Looking for the New Look Woman, May 7, 2006 by Marysz (New Jersey, US)
An absorbing memoir of the author's childhood in post WWII London. Steedman's mother was a chronically dissatisfied working-class woman angry about her life of material deprivation. She was, in Steedman's words, part of a "subterranean culture of longing for what one can never have." Her anger extended to her two daughters--she told them, "If it wasn't for you two, I'd be off somewhere else."
Steedman uses fairy tales, psychoanalytic theory and working class biographies to try to make sense of her mother's malaise. Her mother's unmet needs were personified in her desire for enough fabric to sew herself dresses in the fabric-intensive "New Look" style introduced by Dior in 1947--a style that compensated for the deprivations of wartime clothing rations. Naturally, she blamed her daughters for the fact that she didn't have the money. This lead to Steedman having a recurring (and fascinating) childhood dream about a woman in a flowing New Look coat trapped in a revolving door. It's a Hitchcockian dream image, one of visual complexity and psychological truth. Steedman's mother stubbornly resists her daughter's painful attempts to come to terms with her maternal indifference and the odd sense of class rebellion that led her to join the Conservative Party. In the end, Steedman is left going in circles, not unlike the chic woman of her persistent dream. But she creates an unforgettable portrait of her mother, an unknowable woman who yearned for a life of luxury and respectability that defied both political and psychological stereotypes about how poor women "should" behave.
Important contribution to historical discourse..., April 12, 2004 by Justin Bean (Michigan, US)
'Landscape for a Good Woman' marks a turning point in how history is written. In the start of the book, Steedman acknowledges that she is not writing a history for everyone (she even denies that her book is a work of history). Instead, through what she says is an act of 'particularizing', Steedman has demonstrated the importance of acknowledging the individual histories of 'lower class' or 'working class' people and families that are often over looked due to an array of social, economic, political, and psychological confines that dominate discourse in each of these areas.

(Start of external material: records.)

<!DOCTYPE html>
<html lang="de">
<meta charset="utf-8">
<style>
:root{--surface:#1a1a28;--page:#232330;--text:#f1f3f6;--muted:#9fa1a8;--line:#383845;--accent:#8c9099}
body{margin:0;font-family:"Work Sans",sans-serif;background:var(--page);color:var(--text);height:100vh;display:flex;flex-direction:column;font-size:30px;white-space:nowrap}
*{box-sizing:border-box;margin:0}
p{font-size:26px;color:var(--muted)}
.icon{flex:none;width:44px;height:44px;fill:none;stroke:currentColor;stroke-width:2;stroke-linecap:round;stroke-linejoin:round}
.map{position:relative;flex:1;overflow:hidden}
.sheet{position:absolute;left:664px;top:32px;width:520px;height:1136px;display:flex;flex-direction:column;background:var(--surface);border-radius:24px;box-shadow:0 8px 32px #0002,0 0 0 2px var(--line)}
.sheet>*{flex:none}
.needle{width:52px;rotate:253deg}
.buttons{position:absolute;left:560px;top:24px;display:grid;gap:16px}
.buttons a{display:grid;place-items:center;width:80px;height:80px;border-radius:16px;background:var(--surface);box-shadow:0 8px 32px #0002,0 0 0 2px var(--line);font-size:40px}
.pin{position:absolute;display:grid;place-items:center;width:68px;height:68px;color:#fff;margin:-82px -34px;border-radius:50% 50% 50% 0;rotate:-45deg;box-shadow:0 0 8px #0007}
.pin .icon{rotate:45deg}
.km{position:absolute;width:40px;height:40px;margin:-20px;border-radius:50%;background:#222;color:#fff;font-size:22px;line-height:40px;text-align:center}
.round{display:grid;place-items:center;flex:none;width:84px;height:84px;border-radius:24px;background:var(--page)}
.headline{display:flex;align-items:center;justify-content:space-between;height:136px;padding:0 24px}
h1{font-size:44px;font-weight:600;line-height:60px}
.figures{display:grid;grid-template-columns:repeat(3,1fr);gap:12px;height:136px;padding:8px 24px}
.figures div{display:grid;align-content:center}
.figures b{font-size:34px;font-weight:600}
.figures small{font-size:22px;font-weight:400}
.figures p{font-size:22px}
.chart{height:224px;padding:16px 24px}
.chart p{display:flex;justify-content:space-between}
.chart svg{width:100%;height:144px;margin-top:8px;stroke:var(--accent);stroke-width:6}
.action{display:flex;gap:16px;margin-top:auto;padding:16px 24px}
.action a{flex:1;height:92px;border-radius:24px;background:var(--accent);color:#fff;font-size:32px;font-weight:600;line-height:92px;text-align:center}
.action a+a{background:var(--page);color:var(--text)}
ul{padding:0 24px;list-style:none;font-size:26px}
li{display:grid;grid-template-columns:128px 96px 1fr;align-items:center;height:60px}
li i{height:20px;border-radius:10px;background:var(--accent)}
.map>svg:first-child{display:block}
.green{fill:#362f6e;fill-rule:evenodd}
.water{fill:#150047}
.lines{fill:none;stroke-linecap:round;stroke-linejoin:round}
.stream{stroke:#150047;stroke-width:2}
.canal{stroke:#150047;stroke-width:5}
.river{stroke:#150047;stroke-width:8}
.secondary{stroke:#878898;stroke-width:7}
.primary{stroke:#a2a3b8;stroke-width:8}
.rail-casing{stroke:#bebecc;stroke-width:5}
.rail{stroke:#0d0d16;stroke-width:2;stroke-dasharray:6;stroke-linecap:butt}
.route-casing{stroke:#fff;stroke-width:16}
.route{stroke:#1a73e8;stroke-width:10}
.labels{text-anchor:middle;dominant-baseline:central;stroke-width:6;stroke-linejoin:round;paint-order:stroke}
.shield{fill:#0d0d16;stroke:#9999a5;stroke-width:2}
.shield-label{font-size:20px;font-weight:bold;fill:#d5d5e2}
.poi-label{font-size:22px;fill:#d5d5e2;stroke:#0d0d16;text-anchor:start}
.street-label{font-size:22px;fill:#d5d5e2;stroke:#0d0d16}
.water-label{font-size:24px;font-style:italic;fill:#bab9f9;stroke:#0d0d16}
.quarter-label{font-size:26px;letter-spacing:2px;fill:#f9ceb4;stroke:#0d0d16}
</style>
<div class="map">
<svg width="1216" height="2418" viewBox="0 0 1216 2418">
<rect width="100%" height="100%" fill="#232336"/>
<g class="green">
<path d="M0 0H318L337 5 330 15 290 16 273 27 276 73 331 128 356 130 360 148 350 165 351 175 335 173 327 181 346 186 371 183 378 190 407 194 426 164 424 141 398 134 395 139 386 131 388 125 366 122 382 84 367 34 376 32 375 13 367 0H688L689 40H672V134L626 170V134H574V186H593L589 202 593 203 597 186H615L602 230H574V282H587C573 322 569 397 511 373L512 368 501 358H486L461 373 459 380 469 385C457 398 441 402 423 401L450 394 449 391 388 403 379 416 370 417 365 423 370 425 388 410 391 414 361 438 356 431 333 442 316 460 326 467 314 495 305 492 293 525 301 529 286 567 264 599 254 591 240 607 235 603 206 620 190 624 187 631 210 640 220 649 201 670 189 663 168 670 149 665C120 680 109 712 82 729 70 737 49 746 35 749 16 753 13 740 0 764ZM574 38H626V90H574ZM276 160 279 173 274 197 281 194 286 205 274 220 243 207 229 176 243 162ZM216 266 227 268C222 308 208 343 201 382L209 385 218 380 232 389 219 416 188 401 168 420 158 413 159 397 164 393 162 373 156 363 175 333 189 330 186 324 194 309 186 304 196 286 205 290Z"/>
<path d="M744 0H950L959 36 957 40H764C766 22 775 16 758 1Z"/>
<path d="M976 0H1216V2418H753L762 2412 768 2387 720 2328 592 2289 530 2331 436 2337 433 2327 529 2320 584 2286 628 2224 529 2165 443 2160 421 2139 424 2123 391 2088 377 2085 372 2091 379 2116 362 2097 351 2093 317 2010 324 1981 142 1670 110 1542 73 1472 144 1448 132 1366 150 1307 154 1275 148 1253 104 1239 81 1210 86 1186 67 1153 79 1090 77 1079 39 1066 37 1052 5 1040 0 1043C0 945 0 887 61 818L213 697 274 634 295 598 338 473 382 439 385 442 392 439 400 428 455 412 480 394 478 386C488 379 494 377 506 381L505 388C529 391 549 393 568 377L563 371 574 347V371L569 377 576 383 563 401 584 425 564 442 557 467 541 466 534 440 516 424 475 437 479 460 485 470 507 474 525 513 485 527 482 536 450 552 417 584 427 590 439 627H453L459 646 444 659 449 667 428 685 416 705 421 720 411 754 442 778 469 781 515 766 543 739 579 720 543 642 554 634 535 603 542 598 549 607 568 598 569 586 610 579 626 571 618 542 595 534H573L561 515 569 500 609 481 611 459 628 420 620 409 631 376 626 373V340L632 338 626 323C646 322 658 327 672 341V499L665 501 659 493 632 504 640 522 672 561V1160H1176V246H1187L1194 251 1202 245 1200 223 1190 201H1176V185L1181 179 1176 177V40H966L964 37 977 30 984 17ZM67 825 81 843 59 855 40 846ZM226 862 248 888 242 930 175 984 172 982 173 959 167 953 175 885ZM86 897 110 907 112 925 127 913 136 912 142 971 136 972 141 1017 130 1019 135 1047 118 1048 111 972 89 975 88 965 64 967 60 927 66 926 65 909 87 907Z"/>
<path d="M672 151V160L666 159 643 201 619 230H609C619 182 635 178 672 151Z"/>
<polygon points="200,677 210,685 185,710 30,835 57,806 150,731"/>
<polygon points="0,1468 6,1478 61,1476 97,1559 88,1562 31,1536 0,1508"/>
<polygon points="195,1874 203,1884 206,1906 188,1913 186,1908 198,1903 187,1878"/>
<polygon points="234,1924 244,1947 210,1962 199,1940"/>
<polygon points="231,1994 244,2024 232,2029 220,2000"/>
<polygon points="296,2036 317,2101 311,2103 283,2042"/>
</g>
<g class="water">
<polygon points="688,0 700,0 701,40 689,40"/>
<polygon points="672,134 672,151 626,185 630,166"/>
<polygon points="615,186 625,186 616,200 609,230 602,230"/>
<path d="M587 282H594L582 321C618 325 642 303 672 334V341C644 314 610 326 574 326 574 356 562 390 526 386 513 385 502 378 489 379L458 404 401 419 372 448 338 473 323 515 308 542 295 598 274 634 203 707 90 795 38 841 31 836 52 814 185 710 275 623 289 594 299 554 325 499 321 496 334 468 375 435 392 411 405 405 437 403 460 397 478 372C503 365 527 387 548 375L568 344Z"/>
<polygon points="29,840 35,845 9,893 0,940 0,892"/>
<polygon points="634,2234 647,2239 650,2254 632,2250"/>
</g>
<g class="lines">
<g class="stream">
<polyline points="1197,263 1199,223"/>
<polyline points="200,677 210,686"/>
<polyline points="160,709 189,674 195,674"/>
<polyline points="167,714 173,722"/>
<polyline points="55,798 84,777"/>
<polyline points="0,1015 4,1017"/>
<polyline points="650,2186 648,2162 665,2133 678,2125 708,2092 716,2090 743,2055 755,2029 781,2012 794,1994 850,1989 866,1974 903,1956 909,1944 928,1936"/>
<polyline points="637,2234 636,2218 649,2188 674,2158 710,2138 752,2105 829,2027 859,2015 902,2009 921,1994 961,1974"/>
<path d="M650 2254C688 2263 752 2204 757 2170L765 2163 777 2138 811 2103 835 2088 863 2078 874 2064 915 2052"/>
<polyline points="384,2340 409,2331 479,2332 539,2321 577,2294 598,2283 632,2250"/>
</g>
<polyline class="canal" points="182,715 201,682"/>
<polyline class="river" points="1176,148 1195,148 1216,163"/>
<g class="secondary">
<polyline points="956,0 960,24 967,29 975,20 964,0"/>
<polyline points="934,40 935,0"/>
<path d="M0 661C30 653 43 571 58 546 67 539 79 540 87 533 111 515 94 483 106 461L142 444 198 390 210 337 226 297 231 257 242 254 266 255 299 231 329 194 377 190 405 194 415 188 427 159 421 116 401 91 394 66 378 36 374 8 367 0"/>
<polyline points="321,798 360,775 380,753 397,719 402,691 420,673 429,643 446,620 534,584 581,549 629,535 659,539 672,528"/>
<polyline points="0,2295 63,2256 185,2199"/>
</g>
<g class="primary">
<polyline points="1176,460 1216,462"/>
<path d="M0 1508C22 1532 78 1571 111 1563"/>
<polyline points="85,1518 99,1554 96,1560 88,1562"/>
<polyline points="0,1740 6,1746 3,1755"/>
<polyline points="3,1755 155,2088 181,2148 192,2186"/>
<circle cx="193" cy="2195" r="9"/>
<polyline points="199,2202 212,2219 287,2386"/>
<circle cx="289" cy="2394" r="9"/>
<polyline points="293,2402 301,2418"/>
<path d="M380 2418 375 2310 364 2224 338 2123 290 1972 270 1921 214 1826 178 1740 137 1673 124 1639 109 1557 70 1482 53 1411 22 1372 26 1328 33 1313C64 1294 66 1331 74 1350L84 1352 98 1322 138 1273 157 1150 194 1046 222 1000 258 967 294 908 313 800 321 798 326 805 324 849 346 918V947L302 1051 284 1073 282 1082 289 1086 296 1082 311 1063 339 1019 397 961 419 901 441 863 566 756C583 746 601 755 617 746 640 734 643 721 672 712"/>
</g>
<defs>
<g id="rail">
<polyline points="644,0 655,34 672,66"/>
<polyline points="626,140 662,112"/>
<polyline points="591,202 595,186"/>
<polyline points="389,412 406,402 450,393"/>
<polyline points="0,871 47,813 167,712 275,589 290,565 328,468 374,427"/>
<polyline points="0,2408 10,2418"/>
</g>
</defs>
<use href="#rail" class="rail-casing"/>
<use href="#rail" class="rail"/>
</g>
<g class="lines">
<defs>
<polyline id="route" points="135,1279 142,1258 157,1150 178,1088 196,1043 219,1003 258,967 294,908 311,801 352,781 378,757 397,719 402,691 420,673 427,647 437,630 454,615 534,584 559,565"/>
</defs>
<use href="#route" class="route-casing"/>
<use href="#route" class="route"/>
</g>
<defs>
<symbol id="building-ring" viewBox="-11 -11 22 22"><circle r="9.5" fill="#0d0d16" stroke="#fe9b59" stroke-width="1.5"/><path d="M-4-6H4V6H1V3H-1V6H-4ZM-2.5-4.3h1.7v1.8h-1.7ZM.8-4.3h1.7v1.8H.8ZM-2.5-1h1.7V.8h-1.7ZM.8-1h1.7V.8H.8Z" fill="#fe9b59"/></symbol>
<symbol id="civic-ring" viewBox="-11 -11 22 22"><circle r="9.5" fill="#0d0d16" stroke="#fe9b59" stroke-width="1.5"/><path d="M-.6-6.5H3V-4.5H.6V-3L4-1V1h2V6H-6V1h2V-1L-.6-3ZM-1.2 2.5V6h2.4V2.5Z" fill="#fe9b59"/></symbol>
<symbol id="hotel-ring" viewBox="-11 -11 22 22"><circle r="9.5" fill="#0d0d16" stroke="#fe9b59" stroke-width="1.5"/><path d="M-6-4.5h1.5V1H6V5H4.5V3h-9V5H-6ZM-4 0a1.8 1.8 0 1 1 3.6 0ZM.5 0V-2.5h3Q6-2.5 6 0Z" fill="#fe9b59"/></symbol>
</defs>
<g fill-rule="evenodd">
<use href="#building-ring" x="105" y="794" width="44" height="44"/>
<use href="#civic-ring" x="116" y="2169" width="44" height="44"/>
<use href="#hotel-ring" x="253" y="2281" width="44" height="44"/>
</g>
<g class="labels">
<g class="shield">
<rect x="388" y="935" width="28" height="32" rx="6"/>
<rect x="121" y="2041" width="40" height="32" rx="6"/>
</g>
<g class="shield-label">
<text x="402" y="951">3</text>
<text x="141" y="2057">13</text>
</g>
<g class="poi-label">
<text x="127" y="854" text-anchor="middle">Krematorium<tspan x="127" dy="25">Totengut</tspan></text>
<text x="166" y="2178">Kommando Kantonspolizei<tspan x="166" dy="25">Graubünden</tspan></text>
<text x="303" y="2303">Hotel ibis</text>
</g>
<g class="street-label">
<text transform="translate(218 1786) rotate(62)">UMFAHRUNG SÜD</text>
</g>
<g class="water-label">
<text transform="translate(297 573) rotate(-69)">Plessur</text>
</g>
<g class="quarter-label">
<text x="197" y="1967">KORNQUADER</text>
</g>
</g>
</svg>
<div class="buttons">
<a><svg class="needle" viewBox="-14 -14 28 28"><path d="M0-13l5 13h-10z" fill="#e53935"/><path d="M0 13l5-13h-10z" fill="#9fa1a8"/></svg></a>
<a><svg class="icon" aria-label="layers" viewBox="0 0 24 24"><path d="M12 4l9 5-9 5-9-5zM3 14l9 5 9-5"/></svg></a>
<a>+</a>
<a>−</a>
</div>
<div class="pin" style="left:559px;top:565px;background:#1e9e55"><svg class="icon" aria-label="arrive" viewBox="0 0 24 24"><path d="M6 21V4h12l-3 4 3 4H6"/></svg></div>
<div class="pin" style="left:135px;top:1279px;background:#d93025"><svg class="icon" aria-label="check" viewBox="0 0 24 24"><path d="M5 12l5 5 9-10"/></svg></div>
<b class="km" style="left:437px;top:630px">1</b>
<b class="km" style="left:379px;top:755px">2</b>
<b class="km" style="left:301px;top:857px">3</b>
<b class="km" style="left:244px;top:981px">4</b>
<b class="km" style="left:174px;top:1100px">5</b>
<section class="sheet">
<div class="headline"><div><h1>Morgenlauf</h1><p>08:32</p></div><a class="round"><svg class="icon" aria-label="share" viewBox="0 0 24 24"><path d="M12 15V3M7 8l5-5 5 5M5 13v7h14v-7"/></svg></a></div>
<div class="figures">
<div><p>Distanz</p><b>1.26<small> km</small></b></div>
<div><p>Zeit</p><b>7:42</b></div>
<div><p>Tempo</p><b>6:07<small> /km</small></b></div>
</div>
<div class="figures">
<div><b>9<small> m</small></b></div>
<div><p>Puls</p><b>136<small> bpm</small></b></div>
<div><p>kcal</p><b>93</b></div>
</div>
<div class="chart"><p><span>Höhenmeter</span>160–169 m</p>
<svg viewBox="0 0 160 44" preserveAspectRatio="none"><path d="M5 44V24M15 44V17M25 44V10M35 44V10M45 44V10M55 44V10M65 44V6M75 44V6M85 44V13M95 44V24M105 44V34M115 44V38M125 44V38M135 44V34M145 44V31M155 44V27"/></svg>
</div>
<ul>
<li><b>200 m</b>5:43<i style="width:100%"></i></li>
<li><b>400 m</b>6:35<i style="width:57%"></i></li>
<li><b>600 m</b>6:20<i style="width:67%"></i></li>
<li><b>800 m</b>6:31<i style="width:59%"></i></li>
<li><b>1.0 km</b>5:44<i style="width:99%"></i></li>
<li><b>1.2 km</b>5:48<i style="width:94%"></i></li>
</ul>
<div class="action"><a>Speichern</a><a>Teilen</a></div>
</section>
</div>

Whether being read as a feminist critique of male dominated society, a working class critique of upper class dominated society, or a critique of the discipline of history, this book offers a world of information and ideas. It is short and very dense but excellently written. Each sentence is worth rereading as the reader will quickly discover that multiple lessons can be gleamed from each thought Steedman presents.
Through being told from the perspective of Steedman as her mother's daughter, the book demonstrates how the past shapes the present and how the two seemingly separate regions are actually tangled and inseparable. This book is worth every second it takes to read, and the time you'll spend thinking it over well after it has found its place on your shelf.
Fascinating Psychoanalytical Personal History, June 20, 2000 by a Customer
This book tells the story of Carolyn Steedman's childhood and her mother's refusal to mother. Taking as her starting off point three forms of narrative, the fairy tale, the psychoanalytical case study and the Working Class (auto)biography Steedman creates a narrative that is unlike any I have read. It is at time incredibly difficult and engaging. She challenges assumptions of class, especially the relationship between gender and class, throughout the text. Her childhood, and the childhoods she draws from other working class narratives are thrown into relief against Freud and Marxism. At the same time she uses these tools to examine herself and the world she grew up in.